■ **PROBLEM DETAILS**: Look through the listing for the word "stream". Copy each line that has it.
'''
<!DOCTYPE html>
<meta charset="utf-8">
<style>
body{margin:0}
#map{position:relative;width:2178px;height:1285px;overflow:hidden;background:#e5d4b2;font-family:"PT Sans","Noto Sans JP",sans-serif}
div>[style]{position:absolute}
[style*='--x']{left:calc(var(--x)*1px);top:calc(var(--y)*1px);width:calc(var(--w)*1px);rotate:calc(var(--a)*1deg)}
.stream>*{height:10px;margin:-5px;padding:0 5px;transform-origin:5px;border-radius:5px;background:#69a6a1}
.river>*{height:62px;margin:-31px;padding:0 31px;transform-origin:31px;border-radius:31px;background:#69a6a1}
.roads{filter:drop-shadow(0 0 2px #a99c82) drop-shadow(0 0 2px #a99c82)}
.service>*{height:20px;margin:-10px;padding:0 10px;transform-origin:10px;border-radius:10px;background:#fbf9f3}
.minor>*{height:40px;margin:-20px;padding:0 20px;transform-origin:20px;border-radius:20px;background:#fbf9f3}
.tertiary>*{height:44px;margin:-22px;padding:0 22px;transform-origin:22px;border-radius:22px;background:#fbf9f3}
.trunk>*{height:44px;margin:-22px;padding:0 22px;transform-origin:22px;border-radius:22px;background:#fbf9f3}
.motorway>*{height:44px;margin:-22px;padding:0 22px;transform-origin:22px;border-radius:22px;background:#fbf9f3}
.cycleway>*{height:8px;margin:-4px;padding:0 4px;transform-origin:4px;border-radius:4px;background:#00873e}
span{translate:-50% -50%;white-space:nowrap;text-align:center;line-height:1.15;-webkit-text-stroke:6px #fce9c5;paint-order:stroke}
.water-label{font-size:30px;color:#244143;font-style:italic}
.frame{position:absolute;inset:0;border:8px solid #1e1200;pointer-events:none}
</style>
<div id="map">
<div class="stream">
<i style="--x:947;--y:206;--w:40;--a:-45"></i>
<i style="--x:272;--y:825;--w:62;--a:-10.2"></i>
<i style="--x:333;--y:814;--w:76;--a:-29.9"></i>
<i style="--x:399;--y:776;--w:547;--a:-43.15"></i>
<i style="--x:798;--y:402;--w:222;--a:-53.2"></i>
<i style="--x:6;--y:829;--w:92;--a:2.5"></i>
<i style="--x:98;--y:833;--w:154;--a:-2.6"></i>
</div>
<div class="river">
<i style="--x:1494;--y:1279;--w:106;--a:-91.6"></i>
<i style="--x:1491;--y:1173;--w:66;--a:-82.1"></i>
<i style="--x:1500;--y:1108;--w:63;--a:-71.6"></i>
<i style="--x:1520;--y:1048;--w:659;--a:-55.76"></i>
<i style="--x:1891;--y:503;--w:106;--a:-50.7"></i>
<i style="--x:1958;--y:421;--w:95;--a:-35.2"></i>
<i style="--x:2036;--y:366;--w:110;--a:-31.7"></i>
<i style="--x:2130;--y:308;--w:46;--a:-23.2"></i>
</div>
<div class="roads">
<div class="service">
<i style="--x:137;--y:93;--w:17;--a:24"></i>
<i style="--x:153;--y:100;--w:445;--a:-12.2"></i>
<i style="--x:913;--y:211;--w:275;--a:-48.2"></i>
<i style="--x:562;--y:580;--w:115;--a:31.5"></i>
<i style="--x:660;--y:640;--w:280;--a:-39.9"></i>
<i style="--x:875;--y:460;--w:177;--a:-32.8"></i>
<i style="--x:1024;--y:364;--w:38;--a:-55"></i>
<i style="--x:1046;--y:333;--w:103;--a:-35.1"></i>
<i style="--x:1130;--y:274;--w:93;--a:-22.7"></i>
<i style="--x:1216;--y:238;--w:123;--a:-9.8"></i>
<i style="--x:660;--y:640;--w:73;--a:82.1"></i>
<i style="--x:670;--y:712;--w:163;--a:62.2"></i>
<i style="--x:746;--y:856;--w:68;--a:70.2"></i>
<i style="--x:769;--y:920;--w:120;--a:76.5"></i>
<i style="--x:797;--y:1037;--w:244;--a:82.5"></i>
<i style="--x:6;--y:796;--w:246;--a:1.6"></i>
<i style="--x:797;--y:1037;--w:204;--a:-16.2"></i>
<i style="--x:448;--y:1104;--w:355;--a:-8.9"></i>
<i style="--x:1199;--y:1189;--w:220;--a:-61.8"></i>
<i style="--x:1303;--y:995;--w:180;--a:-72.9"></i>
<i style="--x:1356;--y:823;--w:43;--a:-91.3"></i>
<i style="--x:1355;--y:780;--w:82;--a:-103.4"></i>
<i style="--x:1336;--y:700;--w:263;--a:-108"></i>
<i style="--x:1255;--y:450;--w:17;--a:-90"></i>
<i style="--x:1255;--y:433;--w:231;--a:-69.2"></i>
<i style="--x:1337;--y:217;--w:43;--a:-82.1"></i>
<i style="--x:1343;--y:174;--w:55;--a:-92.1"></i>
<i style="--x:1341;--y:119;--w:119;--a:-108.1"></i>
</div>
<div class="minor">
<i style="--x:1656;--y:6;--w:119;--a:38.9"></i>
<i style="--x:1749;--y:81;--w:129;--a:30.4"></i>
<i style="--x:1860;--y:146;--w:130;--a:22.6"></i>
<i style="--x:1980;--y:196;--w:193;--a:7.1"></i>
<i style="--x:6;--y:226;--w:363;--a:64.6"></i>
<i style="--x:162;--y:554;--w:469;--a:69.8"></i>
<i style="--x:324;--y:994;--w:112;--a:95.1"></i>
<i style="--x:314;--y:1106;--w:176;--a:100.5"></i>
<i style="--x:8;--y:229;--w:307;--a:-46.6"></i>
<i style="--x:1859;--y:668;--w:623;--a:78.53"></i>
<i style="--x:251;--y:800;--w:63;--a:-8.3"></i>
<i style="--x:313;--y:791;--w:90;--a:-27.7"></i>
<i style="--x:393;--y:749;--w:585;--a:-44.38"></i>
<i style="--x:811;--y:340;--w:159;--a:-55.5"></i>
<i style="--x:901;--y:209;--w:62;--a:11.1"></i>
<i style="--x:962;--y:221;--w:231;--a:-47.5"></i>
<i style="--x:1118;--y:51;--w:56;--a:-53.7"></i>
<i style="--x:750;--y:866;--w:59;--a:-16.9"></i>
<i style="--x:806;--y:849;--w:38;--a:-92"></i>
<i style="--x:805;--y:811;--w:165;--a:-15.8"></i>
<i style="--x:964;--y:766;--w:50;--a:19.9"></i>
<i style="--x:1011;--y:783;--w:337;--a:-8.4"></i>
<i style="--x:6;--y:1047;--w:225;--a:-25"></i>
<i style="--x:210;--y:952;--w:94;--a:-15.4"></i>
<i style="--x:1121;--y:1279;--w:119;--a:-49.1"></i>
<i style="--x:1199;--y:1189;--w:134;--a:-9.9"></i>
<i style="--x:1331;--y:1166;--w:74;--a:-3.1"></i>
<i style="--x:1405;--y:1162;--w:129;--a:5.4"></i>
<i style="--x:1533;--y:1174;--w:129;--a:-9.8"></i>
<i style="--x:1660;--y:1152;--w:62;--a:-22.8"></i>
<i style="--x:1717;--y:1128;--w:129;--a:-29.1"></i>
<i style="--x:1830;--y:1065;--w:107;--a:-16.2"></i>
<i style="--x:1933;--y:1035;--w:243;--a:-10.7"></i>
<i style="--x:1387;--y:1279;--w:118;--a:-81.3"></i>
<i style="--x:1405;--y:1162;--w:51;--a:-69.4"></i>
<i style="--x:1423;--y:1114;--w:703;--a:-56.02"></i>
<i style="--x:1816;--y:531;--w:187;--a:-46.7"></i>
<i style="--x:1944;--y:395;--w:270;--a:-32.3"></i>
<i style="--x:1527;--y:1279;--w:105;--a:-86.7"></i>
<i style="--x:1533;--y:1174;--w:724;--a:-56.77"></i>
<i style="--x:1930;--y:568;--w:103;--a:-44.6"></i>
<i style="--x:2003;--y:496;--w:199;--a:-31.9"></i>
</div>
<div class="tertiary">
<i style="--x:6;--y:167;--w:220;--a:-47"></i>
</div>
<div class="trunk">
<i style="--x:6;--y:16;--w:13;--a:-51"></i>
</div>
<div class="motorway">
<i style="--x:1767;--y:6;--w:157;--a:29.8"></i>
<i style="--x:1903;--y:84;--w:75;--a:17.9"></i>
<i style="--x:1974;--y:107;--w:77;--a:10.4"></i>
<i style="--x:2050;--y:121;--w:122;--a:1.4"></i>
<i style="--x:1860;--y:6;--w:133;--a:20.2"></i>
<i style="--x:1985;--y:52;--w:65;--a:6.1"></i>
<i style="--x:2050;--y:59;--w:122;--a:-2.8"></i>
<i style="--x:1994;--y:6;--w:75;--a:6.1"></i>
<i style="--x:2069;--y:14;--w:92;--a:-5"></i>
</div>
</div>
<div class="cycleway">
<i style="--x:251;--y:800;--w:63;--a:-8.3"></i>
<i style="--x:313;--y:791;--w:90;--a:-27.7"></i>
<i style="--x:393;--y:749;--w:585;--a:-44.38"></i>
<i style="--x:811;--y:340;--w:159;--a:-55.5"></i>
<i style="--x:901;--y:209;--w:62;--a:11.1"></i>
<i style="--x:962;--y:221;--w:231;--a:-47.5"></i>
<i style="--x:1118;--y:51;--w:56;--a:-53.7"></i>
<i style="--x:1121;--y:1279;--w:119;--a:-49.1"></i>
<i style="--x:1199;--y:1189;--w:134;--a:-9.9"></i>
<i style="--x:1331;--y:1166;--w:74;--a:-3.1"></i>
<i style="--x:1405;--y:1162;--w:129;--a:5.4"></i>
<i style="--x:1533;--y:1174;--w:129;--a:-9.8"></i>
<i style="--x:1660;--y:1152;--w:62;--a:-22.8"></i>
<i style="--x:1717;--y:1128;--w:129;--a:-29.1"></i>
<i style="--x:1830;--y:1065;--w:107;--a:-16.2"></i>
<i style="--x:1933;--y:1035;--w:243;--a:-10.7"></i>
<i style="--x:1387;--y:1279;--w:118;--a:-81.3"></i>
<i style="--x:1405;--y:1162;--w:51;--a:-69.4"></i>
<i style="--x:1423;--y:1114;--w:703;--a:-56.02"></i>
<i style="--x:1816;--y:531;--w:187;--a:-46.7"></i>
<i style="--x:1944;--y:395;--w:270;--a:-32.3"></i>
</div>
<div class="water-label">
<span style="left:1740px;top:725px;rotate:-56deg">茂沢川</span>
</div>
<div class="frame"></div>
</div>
'''
■ **RESULT FOR THIS EXERCISE**:
.stream>*{height:10px;margin:-5px;padding:0 5px;transform-origin:5px;border-radius:5px;background:#69a6a1}
<div class="stream">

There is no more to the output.